Forty Years of Peking Duck Supremacy
In the relentless churn of Bay Area restaurant culture, Great China is something rare: an institution that has simply refused to be overtaken. Since Mike and Jenny Yu opened this Northern Chinese kitchen on Bancroft Way in 1985, the restaurant has maintained its reputation as the definitive Peking duck destination in the region — a claim that has survived decades of competition, countless imitators, and the arrival of more fashionable dining neighbourhoods nearby.
The Peking duck at Great China is the kind of dish that rewires your expectations. The skin arrives lacquered to a deep, burnished mahogany, paper-thin and shatteringly crisp, fanned dramatically over the meat in a presentation that is theatrical without being excessive. The accompanying pancakes are translucent and impossibly delicate. Scallion, cucumber, hoisin — the classical accompaniments — allow the duck itself to remain the centrepiece. This is old-world technique executed with total precision, and it is the reason Bay Area diners have been booking two weeks in advance for forty years.

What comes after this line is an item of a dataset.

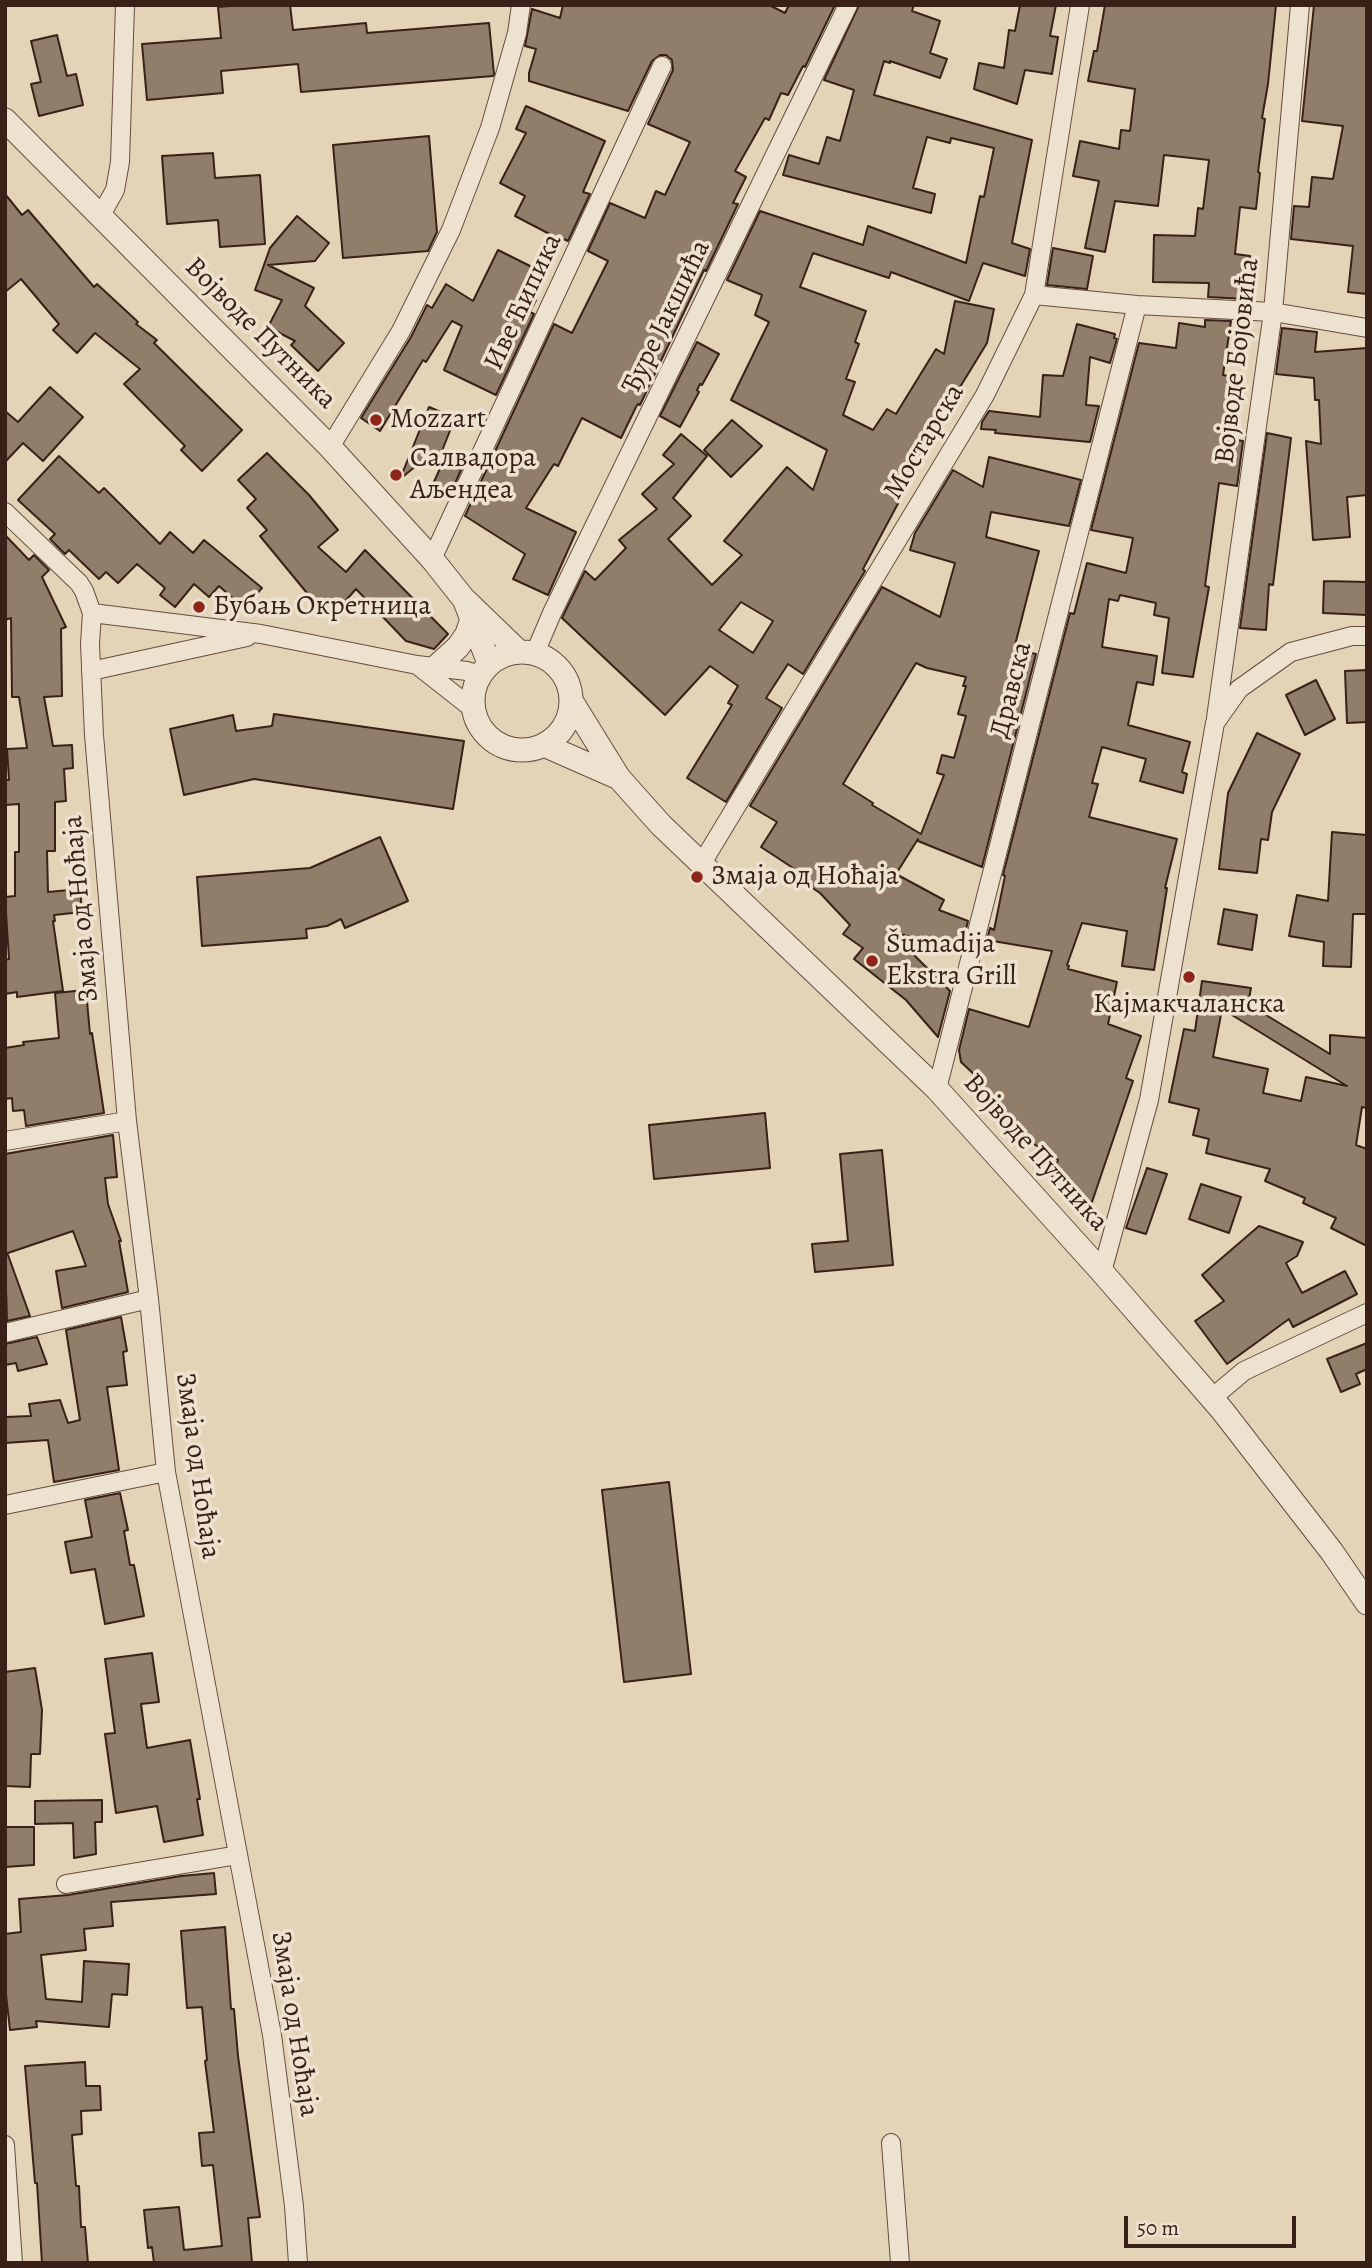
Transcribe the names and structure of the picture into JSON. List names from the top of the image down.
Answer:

The menu extends well beyond the signature bird. The double-skin salad — braised and chilled pork skin dressed with a spiced vinaigrette — is a study in texture and restraint. Crab meat with buns elevates a classic banquet dish. Walnut prawns, Mongolian beef, and garlic fried rice round out a menu that rewards systematic exploration across multiple visits. The room is large, warm, and animated by the particular energy of a restaurant that knows exactly what it is and has never needed to reinvent itself.

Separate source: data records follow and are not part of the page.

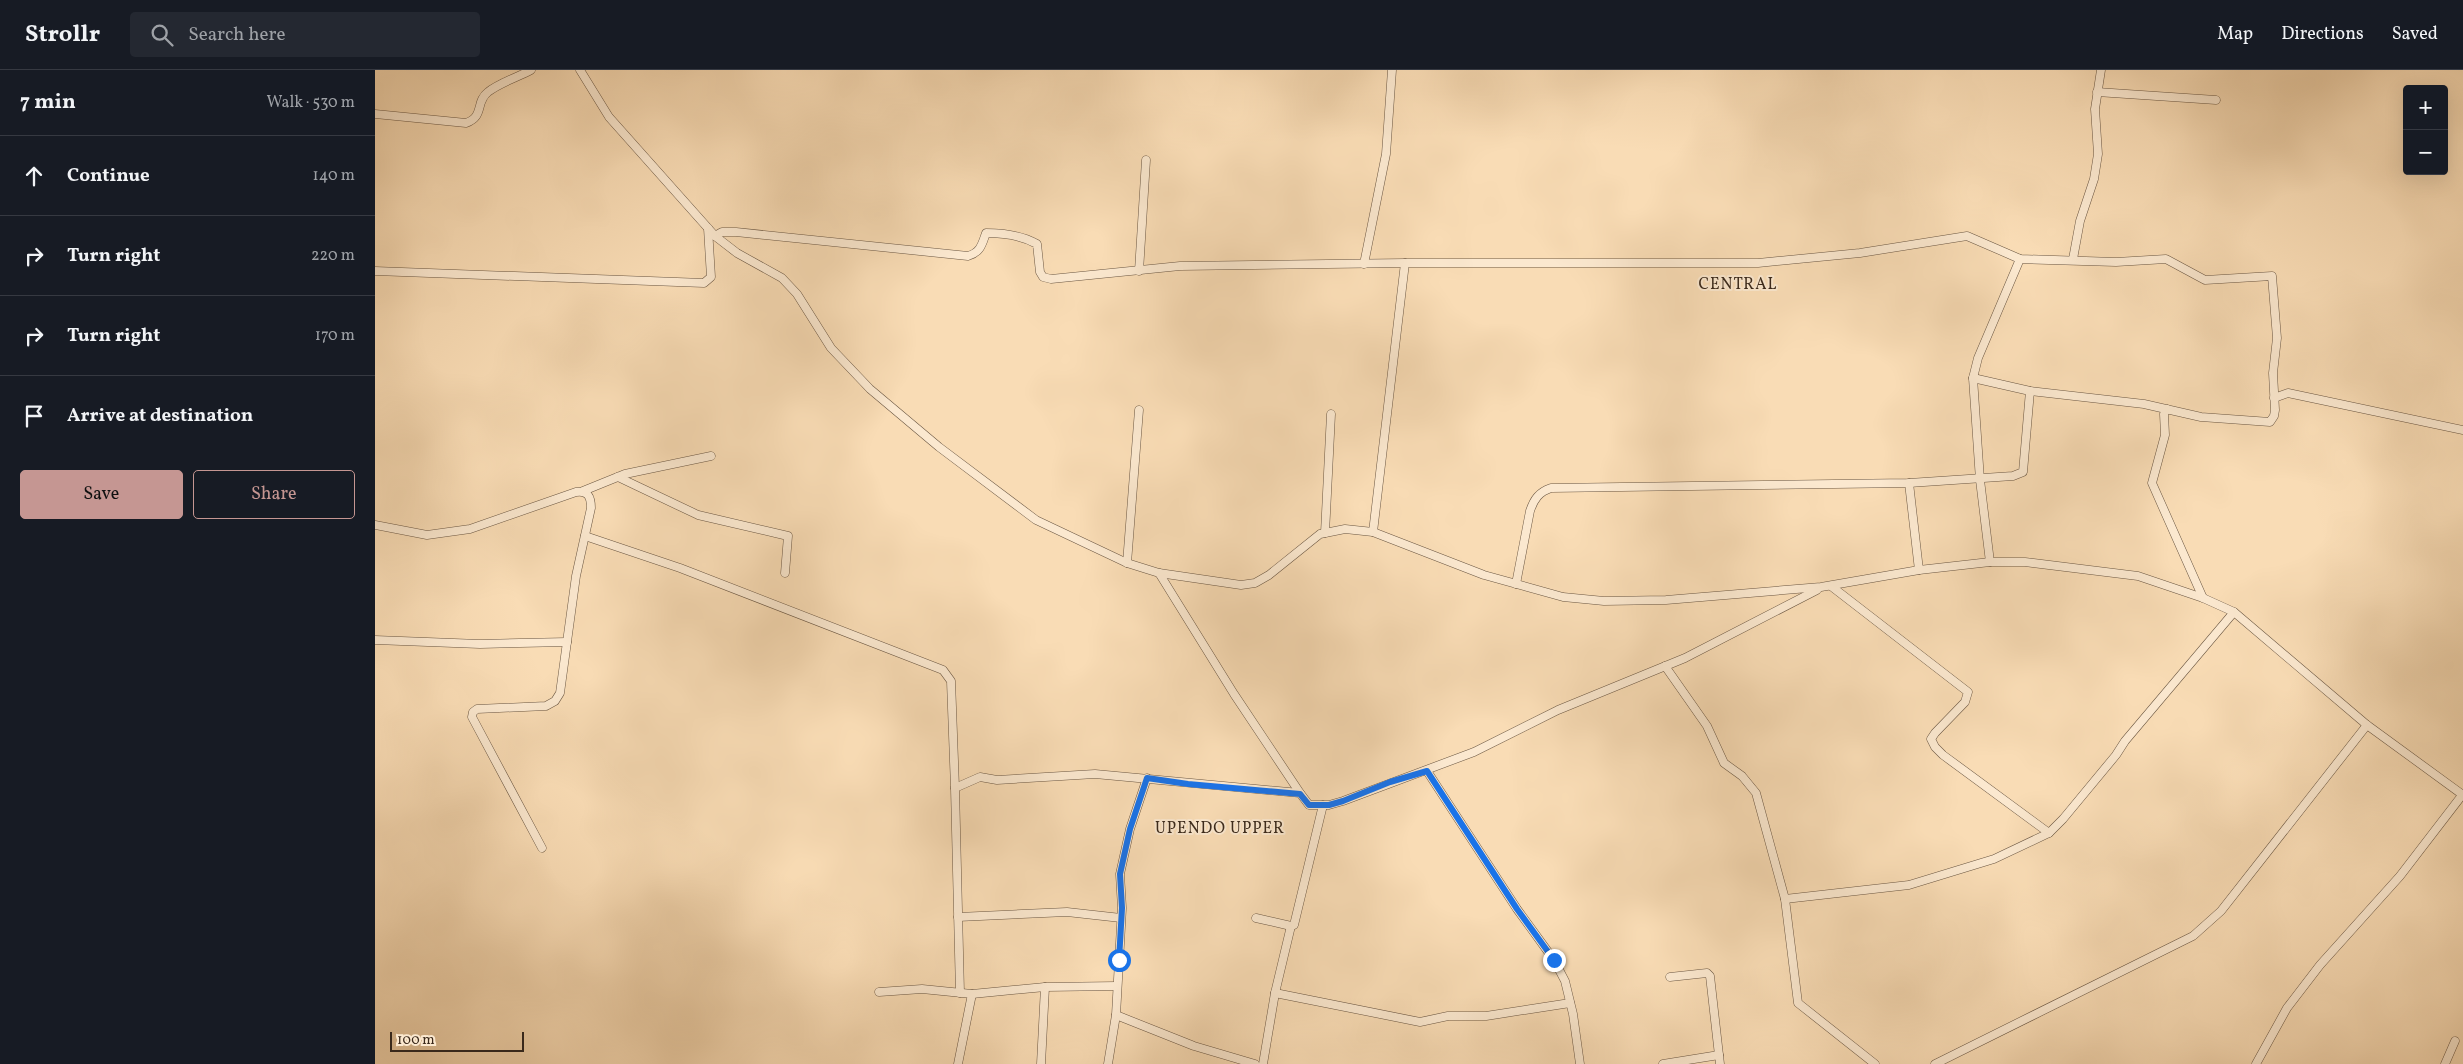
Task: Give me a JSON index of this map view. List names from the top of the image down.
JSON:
{
  "districts": ["CENTRAL", "UPENDO UPPER"],
  "scale_bar": "100 m",
  "page": {
    "header": "Strollr",
    "search": "Search here",
    "nav": ["Map", "Directions", "Saved"],
    "heading": ["7 min", "Walk · 530 m"],
    "map_buttons": ["+", "−"],
    "list": [
      ["Continue", "140 m"],
      ["Turn right", "220 m"],
      ["Turn right", "170 m"],
      "Arrive at destination"
    ],
    "buttons": ["Save", "Share"],
    "scale": "100 m"
  }
}
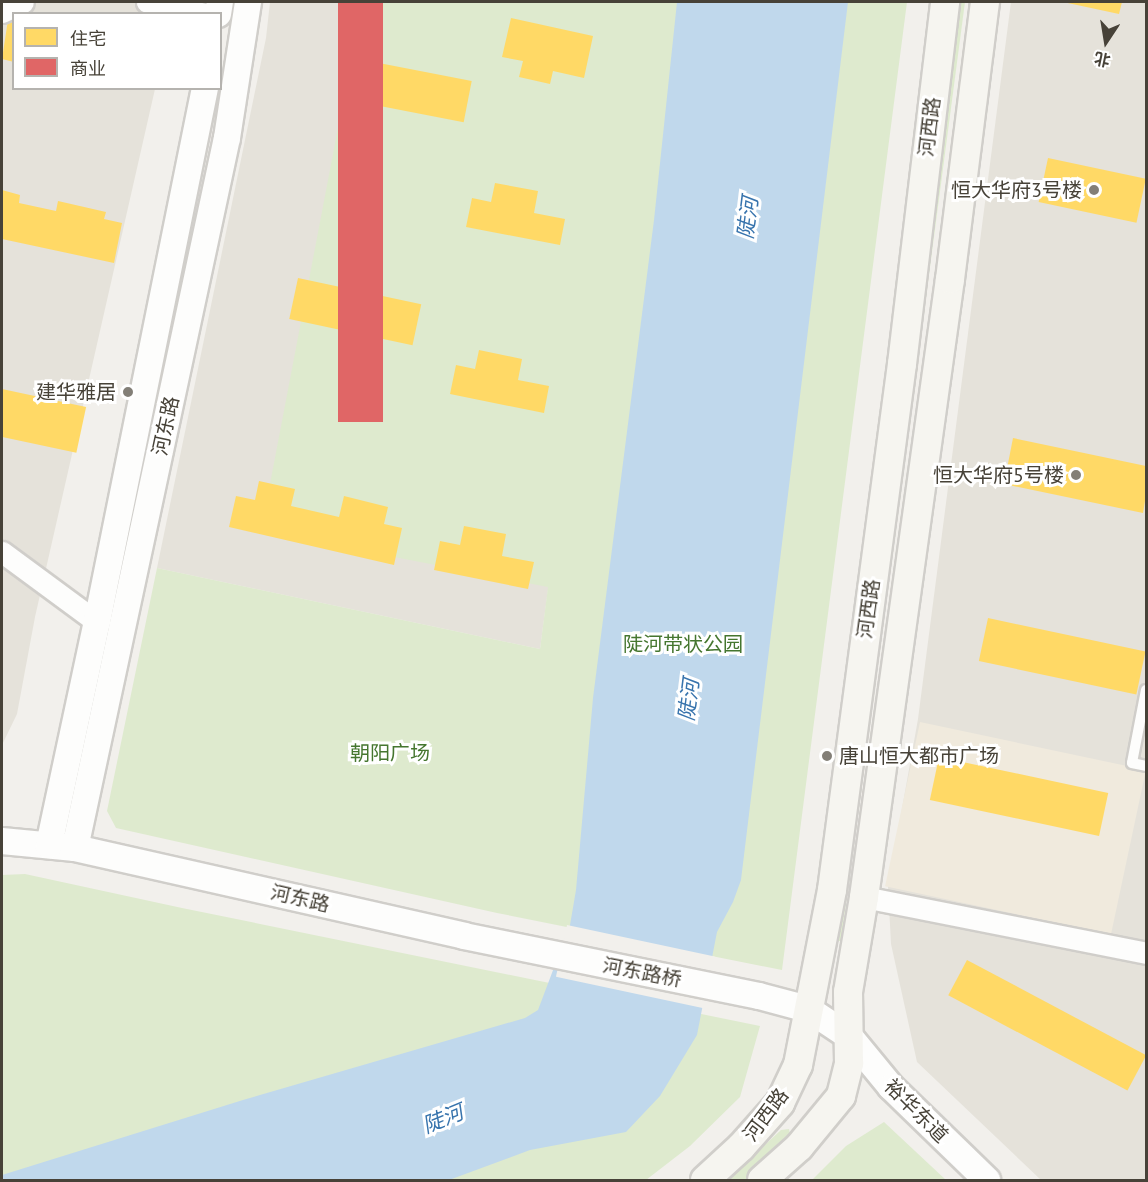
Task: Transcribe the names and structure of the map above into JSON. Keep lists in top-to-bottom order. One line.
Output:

Great China operates as a genuine neighbourhood institution — tables fill with large family groups, university faculty, long-time Berkeley residents, and first-timers who have read about the duck and made the pilgrimage from San Francisco or the Peninsula. For larger parties, reservations are available; for smaller groups, be prepared to queue. It is always worth the wait.
Why Great China is Perfect for a Team Dinner
There is a particular genius to a shared Chinese banquet for team dinners, and Great China executes it beautifully. Order a whole Peking duck served tableside and the ritual of wrapping pancakes together breaks down hierarchies and starts conversations that conference rooms never could. The broad menu supports every dietary preference without awkward negotiations. The price point is generous enough for a group without requiring CFO sign-off, and the animated, convivial dining room provides natural cover for the kind of candid conversation that makes team dinners genuinely productive. Book a round table for six to twelve and order aggressively — you will not regret it.